Nie spotkałem nikogo, kto byłby naocznym świadkiem egzekucji. Są natomiast dwie wersje styczniowych wydarzeń. Według jednej Eleonora miała zostać rozstrzelana pod murem więzienia. Druga z kolei, bardziej prawdopodobna mówi, że została zamordowana na cmentarzu żydowskim w Jaśle. – mówi Adam Goleń.
Adam Goleń
Dopiero po ponad siedemdziesięciu latach Eleonora i Stanisław Goleniowie doczekali się uznania za swoją niezłomną postawę w czasie okupacji hitlerowskiej. Ryzykując tym, co najcenniejsze, a więc własnym życiem zdecydowali się podjąć starania o zachowanie od niechybnej śmierci dziecka, dwunastoletniej Aliny.
Eleonora Goleń już 9 lutego 2010 r. została przez ówczesnego prezydenta RP, Lecha Kaczyńskiego pośmiertnie odznaczona Krzyżem Komandorskim Orderu Odrodzenia Polski. Stanisław Goleń z kolei został uhonorowany tym odznaczeniem przez prezydenta RP Andrzeja Dudę 6 października 2017 r. Dzisiaj w siedzibie Starostwa Powiatowego w Jaśle doszło do uroczystego przekazania odznaczeń potomkom Eleonory i Stanisława Goleniów.

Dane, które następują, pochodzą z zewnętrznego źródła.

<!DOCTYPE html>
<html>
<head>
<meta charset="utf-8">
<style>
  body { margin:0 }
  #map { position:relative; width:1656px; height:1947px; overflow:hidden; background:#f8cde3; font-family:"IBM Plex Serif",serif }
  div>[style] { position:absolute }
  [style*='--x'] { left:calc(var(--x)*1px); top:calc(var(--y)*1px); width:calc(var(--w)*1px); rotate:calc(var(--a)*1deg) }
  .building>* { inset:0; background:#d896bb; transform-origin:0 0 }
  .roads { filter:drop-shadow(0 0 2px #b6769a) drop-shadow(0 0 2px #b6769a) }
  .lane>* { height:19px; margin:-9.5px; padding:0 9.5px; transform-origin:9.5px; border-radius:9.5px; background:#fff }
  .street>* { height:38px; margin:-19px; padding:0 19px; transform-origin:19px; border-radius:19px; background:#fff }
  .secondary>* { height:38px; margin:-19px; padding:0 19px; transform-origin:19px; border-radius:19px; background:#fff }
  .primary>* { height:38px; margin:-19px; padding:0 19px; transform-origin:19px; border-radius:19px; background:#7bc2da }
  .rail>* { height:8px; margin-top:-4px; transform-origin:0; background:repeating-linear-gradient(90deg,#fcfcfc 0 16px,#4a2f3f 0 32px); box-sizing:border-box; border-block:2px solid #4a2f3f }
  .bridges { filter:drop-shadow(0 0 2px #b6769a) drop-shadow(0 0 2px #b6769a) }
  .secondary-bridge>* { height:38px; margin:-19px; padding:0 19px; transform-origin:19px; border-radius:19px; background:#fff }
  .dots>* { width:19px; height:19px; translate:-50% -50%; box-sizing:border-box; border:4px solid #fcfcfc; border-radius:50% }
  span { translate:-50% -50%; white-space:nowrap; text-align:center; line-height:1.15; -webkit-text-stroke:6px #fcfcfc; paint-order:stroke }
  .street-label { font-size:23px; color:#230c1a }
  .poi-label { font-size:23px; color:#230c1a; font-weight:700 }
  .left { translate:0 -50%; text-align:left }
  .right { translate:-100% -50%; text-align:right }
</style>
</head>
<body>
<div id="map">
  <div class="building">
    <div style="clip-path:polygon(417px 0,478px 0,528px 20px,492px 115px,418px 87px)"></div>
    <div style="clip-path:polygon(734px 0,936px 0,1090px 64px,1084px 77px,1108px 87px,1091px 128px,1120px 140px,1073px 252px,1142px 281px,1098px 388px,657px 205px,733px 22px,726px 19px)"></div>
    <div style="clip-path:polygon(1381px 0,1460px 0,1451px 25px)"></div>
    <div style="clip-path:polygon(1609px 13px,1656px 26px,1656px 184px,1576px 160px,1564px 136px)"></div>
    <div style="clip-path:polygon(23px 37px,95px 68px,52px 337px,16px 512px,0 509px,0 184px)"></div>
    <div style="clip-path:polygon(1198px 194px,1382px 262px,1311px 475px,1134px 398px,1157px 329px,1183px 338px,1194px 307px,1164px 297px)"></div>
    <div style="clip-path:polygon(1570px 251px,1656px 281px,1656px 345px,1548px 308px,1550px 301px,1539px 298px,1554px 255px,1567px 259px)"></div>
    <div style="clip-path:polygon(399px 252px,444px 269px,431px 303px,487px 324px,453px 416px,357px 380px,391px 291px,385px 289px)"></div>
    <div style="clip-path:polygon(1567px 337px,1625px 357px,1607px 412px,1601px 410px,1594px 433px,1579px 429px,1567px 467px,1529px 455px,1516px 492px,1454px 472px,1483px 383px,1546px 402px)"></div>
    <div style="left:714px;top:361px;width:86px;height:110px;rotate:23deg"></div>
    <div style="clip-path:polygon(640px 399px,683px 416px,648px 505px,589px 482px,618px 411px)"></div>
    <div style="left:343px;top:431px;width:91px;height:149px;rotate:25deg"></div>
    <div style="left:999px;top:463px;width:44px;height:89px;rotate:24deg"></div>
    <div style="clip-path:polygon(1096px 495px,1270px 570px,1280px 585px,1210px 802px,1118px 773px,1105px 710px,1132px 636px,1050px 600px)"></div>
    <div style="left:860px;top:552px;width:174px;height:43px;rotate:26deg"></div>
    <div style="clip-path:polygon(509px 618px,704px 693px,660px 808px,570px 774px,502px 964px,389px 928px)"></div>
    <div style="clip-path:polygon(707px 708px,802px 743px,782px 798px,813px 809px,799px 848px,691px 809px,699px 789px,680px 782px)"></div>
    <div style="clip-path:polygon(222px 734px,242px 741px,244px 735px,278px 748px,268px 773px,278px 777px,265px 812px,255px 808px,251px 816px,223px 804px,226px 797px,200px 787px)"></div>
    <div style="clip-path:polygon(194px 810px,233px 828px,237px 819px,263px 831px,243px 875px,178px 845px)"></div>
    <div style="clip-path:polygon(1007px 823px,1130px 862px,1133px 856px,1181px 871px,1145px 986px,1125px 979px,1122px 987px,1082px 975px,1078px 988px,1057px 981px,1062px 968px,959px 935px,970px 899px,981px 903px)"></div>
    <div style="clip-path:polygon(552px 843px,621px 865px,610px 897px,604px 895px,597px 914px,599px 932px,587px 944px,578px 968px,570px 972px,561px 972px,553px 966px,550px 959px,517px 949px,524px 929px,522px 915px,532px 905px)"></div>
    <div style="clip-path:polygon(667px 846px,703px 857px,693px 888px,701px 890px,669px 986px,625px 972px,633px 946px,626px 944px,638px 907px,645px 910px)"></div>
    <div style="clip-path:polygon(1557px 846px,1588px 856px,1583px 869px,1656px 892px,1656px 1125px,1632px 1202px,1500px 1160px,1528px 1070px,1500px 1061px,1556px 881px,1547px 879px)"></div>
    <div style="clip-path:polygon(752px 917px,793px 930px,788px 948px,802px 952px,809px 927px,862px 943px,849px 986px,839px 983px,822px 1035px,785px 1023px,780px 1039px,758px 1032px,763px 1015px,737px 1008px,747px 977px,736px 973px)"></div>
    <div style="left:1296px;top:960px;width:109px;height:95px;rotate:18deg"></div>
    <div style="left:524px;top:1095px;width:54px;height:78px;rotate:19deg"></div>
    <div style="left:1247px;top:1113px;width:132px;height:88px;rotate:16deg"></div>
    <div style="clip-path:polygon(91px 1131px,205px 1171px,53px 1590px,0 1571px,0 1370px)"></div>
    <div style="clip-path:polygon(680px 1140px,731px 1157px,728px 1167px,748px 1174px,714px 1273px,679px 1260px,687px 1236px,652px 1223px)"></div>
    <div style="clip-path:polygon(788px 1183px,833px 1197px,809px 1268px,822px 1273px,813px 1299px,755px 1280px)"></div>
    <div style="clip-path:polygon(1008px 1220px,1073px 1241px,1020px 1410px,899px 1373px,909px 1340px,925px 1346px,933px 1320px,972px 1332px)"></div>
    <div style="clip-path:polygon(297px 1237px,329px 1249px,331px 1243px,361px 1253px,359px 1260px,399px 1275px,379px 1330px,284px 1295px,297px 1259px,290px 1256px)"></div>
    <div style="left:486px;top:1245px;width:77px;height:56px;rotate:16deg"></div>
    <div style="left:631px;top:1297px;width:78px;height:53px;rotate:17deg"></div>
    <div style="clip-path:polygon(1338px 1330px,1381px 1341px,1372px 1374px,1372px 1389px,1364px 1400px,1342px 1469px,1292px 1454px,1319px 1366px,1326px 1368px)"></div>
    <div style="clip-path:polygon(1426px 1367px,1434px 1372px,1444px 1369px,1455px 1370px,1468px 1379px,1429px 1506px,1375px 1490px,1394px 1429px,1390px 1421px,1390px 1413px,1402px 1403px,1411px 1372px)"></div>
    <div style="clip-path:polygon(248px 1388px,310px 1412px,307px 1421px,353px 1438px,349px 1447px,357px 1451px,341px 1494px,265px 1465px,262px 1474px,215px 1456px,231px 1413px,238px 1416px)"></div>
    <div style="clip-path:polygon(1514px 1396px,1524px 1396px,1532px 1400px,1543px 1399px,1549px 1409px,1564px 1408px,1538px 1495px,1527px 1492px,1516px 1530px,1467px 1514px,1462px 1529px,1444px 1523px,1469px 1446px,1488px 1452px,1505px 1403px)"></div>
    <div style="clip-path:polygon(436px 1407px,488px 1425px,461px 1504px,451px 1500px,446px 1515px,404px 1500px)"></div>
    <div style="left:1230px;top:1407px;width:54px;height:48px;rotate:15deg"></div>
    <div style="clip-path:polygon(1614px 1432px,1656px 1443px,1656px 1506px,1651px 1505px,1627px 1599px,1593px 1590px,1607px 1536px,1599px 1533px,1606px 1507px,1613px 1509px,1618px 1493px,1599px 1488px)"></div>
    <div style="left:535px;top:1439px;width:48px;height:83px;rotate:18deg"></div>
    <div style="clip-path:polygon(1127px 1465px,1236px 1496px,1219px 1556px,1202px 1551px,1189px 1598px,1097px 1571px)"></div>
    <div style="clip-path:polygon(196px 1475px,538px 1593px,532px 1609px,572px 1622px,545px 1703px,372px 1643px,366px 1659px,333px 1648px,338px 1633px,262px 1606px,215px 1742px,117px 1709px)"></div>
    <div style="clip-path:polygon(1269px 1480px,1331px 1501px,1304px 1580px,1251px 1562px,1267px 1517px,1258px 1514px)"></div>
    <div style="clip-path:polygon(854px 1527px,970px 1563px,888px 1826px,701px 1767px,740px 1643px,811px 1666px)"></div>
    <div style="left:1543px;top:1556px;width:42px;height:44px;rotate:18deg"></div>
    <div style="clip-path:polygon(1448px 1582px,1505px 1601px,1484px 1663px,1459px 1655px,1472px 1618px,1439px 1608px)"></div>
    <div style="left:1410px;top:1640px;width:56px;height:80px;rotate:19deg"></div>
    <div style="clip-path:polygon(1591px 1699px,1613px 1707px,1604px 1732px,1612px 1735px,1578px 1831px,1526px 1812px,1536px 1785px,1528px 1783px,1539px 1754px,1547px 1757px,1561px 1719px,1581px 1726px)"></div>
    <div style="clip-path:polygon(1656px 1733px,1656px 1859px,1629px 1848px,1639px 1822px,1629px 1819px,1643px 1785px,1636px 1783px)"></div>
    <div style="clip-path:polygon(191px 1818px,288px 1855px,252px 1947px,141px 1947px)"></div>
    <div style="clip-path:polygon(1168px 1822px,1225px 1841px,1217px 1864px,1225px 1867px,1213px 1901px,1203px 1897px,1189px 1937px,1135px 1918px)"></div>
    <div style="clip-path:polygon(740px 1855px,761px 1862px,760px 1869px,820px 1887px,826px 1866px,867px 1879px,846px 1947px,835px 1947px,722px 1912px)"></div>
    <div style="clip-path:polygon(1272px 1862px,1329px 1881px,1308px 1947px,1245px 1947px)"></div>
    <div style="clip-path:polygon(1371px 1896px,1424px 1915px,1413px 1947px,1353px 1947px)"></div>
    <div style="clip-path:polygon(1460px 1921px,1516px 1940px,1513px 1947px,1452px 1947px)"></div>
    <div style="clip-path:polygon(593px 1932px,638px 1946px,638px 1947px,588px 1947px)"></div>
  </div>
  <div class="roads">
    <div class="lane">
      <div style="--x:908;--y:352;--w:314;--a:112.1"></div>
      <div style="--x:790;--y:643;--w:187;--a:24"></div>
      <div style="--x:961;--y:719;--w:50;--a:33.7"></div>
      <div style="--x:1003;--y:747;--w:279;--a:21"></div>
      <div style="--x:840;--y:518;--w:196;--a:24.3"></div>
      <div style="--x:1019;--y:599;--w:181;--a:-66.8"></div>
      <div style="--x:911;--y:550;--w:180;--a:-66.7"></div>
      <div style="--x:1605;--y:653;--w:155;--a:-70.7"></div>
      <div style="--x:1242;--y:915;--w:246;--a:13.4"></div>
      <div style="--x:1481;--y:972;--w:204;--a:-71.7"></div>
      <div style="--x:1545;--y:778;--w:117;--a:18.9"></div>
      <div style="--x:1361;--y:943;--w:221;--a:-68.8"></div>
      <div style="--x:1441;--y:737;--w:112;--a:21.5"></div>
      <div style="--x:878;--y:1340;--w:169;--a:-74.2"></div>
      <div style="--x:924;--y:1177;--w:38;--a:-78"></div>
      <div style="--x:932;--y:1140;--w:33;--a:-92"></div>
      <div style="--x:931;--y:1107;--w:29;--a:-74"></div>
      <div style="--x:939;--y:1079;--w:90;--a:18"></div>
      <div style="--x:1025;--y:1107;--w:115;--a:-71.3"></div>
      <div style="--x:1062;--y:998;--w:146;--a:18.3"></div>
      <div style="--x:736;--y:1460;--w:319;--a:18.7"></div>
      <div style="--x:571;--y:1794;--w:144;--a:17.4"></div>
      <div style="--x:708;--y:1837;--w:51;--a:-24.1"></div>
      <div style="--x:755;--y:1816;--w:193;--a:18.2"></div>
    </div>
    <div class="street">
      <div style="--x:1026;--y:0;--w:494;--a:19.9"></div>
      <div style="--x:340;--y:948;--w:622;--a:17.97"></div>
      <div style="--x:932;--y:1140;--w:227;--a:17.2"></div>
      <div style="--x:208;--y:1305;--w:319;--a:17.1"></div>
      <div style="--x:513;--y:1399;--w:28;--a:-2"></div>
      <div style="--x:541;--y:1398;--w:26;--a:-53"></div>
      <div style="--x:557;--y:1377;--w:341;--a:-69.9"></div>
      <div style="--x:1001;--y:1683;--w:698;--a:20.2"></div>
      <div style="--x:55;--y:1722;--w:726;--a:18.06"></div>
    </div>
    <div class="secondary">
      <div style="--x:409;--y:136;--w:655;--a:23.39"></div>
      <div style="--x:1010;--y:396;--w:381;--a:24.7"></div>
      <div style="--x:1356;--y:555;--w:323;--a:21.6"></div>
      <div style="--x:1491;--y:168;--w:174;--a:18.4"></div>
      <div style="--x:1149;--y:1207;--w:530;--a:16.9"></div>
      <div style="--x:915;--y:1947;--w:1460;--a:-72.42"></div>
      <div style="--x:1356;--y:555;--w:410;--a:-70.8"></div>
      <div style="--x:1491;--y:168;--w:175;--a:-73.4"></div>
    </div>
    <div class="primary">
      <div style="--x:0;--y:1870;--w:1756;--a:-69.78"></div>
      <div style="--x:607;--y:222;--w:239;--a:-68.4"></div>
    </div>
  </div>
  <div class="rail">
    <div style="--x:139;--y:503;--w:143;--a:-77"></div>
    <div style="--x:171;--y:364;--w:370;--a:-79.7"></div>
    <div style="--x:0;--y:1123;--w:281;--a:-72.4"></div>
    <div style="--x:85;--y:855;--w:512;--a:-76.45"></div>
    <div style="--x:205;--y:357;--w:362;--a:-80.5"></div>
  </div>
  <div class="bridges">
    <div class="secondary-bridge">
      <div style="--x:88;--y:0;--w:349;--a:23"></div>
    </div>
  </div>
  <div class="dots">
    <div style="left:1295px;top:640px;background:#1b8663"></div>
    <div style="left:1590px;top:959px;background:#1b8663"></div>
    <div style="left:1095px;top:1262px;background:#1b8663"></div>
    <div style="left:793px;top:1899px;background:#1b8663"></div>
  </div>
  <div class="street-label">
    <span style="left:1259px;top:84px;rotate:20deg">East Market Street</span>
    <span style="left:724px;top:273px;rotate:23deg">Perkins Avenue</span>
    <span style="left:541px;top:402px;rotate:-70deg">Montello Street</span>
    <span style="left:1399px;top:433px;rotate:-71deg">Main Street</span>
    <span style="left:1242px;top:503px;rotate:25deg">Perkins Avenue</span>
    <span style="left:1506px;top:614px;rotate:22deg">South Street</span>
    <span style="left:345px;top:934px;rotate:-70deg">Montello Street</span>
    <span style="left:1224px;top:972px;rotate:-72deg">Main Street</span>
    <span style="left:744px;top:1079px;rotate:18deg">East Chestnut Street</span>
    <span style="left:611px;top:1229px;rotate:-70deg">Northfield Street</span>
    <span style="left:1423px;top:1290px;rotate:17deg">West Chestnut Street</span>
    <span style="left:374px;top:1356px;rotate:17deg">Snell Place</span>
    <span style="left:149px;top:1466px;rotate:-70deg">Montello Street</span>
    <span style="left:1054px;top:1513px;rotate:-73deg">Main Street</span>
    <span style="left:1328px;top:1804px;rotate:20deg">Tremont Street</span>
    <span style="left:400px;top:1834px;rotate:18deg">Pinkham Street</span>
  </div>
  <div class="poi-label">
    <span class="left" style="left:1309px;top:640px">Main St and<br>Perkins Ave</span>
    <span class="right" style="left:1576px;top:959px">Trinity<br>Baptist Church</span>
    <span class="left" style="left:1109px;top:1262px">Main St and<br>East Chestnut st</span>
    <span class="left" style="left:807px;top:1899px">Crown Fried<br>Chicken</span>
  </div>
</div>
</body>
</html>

Jak ogromne znaczenie dla rodzin osób, które w czasie okupacji ukrywały Żydów ma ich uhonorowanie mówił dr Mateusz Szpytma, wiceprezes Instytutu Pamięci Narodowej. – Dla mnie osobiście wręczenie orderów jest swoistego rodzaju spłaceniem długu wobec tych osób przez państwo. W ten symboliczny sposób honorujemy tych, którzy niezmiernie zasłużyli się państwu polskiemu, przede wszystkim poprzez to, że starali się ratować obywateli polskich pochodzenia żydowskiego, którzy tylko z tego powodu, że byli Żydami, skazani byli na śmierć. Jestem zbudowany tym, że na tego rodzaju uroczystościach pojawia się młodzież, która widzi, że te osoby mogą być dla nich wzorem do naśladowania. – mówi dr Mateusz Szpytma.